**Task goal:** Below are records; count how many of their lines contain the string "direction", and give only that number.

**Information supplied:**

- - -

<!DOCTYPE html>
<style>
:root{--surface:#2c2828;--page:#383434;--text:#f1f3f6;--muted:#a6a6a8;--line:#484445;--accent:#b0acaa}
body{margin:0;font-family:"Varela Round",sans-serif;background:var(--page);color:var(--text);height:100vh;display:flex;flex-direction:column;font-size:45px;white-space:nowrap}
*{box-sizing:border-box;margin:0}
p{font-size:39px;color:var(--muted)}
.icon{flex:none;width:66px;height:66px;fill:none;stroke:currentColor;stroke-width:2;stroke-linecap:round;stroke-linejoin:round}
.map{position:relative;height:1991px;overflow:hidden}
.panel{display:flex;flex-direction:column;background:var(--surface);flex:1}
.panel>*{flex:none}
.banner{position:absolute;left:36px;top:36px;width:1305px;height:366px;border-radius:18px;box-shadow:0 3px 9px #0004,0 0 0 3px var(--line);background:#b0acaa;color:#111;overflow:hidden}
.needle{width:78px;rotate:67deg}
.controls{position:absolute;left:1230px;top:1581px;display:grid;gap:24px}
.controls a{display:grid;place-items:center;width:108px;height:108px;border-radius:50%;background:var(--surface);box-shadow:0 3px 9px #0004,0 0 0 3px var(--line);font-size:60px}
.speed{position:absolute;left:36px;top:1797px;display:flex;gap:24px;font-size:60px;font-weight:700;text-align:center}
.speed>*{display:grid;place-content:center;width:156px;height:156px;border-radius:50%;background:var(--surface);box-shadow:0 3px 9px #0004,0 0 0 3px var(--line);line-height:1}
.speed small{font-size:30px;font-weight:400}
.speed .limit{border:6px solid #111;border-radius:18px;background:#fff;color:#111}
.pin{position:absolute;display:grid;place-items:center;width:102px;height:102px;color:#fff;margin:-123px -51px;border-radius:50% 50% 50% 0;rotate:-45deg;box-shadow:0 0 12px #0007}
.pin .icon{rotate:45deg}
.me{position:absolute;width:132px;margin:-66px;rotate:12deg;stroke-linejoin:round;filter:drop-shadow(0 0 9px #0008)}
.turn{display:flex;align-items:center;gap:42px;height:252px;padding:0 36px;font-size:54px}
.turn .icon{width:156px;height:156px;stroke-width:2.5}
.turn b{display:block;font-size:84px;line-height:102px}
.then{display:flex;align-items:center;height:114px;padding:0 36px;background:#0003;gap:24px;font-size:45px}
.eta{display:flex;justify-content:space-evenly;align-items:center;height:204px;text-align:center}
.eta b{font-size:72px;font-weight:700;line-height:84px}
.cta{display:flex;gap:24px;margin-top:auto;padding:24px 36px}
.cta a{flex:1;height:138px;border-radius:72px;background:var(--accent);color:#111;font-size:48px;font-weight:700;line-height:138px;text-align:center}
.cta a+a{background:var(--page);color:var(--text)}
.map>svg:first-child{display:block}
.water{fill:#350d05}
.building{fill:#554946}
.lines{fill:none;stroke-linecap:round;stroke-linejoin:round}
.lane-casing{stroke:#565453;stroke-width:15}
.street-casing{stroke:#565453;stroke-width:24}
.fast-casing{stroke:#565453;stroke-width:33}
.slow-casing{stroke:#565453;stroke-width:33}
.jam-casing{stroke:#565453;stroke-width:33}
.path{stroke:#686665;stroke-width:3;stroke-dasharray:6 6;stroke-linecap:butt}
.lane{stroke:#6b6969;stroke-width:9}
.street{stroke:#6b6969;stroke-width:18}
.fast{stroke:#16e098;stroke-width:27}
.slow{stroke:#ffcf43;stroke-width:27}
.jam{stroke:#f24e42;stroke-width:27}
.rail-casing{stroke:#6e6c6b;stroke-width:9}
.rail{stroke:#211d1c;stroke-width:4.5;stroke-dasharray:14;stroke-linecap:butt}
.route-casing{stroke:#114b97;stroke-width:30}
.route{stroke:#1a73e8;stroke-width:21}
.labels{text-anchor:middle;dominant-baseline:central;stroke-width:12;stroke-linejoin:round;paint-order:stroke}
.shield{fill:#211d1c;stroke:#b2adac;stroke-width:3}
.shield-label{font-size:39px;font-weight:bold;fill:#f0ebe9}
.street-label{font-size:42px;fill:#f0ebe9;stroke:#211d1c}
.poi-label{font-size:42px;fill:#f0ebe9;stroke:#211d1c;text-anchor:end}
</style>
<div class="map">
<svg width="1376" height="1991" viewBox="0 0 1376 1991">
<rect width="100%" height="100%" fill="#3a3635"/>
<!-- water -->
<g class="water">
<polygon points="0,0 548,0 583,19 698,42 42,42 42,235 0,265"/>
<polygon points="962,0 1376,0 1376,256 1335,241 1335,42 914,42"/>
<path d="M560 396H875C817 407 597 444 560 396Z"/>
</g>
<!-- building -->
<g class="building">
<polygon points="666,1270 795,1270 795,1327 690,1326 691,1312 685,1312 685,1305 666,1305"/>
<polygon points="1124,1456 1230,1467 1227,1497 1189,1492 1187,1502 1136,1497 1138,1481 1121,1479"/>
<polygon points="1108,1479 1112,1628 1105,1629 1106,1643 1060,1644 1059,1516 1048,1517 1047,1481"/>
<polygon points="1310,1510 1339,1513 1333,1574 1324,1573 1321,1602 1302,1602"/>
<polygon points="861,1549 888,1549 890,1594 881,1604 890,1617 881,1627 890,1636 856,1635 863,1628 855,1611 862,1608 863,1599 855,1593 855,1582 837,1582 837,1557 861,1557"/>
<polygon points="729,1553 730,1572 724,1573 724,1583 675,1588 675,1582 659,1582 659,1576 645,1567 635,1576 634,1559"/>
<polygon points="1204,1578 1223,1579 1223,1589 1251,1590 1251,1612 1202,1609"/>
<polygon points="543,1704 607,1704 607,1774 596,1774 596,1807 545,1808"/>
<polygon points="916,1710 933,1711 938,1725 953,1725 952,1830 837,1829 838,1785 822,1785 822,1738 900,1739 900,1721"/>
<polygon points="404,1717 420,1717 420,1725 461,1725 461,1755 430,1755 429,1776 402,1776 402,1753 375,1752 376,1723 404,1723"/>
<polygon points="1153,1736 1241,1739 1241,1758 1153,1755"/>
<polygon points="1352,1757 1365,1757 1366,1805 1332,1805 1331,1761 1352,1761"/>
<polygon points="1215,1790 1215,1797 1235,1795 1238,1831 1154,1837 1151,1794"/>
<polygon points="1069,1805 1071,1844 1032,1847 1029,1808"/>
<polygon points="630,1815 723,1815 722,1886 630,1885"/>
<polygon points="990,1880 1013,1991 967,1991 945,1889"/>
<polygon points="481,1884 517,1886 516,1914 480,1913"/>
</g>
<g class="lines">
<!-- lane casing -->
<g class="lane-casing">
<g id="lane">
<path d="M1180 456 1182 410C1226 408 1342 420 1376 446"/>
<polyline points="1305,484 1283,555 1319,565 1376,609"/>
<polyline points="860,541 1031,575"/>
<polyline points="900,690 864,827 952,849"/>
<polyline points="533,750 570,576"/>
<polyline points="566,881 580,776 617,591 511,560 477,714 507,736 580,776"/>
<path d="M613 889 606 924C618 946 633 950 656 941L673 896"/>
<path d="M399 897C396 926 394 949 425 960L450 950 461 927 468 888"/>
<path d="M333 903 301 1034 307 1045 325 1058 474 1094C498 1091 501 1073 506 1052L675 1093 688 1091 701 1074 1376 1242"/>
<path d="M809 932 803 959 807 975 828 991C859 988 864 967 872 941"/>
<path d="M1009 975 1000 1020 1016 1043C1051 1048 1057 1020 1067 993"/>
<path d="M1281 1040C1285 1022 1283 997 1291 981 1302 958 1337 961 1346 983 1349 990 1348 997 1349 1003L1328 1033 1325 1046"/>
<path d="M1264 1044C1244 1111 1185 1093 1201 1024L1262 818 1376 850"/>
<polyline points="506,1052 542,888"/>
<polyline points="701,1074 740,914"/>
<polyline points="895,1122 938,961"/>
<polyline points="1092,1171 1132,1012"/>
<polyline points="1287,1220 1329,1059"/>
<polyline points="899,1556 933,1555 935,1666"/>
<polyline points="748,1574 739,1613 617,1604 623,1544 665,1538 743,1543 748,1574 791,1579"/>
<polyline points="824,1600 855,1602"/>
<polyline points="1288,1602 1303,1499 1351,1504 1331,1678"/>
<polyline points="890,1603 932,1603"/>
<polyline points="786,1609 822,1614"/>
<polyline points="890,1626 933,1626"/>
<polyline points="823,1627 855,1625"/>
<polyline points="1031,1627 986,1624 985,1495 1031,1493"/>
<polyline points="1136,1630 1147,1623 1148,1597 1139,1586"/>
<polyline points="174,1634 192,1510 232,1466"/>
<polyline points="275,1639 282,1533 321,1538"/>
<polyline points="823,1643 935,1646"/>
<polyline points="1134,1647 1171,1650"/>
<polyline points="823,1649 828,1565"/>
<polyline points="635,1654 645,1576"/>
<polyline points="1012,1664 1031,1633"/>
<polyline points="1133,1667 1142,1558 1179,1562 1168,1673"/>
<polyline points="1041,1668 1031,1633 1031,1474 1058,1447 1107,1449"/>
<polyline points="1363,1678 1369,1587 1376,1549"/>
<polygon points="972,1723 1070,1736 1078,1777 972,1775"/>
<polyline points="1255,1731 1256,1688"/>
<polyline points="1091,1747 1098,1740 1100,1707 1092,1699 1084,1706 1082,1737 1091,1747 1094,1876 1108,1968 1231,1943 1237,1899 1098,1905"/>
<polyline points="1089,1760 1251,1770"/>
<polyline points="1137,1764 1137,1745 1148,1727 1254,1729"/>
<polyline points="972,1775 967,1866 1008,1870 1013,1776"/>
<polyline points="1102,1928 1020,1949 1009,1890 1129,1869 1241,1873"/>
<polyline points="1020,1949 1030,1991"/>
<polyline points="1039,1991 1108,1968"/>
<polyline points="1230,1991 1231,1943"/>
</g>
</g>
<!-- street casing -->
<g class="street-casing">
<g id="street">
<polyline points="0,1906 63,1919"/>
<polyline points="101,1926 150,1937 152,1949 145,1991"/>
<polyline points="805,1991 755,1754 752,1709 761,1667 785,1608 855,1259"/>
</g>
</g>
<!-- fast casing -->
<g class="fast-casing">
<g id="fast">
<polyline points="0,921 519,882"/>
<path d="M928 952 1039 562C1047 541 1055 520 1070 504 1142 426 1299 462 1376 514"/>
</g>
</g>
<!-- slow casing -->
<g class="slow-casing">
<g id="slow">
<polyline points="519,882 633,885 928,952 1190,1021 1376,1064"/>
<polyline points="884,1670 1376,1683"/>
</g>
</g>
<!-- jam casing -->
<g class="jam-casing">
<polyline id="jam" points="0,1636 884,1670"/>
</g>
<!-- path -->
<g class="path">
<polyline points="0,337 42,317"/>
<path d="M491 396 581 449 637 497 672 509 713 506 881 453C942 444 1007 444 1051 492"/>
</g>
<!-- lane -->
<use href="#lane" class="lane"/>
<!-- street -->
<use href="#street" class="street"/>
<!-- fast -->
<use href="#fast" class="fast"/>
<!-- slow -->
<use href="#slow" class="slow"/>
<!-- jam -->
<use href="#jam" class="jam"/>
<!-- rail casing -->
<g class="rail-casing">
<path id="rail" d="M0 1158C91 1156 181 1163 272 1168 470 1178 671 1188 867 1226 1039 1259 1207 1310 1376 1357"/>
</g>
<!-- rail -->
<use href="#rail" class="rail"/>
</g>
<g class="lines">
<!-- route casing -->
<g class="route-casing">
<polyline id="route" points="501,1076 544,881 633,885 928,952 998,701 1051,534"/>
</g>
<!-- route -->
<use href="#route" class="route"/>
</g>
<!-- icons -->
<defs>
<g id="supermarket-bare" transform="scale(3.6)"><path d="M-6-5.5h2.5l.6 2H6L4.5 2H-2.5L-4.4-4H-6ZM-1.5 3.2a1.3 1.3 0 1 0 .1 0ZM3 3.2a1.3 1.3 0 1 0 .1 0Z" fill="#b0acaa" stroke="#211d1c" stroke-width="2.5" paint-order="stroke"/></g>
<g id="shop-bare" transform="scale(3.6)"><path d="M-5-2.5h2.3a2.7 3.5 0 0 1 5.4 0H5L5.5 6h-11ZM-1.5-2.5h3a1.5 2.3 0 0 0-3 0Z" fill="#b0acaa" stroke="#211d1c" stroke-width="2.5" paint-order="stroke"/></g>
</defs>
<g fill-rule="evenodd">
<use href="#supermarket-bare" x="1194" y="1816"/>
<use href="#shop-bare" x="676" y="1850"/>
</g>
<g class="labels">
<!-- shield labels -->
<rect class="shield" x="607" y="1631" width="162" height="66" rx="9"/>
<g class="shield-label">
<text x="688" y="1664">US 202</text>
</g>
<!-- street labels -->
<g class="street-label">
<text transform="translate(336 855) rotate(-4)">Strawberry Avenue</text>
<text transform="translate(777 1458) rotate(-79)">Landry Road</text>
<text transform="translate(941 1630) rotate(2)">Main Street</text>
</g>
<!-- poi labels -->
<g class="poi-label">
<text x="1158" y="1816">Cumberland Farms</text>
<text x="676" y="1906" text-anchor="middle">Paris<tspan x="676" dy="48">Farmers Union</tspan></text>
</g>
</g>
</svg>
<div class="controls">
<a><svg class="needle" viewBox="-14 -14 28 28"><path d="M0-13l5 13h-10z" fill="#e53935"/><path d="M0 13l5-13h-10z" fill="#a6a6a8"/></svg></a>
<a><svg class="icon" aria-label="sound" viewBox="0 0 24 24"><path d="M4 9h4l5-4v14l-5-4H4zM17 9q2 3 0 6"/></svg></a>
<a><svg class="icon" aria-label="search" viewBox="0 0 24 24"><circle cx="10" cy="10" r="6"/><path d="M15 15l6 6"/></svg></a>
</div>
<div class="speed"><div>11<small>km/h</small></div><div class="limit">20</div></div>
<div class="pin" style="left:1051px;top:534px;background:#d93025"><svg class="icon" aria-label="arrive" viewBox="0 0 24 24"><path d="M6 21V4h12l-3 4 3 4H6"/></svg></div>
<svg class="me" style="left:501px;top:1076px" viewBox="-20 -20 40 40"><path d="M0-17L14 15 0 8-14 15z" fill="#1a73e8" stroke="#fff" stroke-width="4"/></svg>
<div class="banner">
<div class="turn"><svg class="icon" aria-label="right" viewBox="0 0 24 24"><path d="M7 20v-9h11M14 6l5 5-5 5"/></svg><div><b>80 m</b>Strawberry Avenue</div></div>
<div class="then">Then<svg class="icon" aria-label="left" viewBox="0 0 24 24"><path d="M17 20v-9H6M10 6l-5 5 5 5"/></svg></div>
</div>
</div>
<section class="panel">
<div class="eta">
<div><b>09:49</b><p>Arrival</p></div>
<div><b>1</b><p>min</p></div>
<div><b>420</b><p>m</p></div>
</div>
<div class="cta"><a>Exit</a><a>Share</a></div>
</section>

- - -

**Exercise result:** 2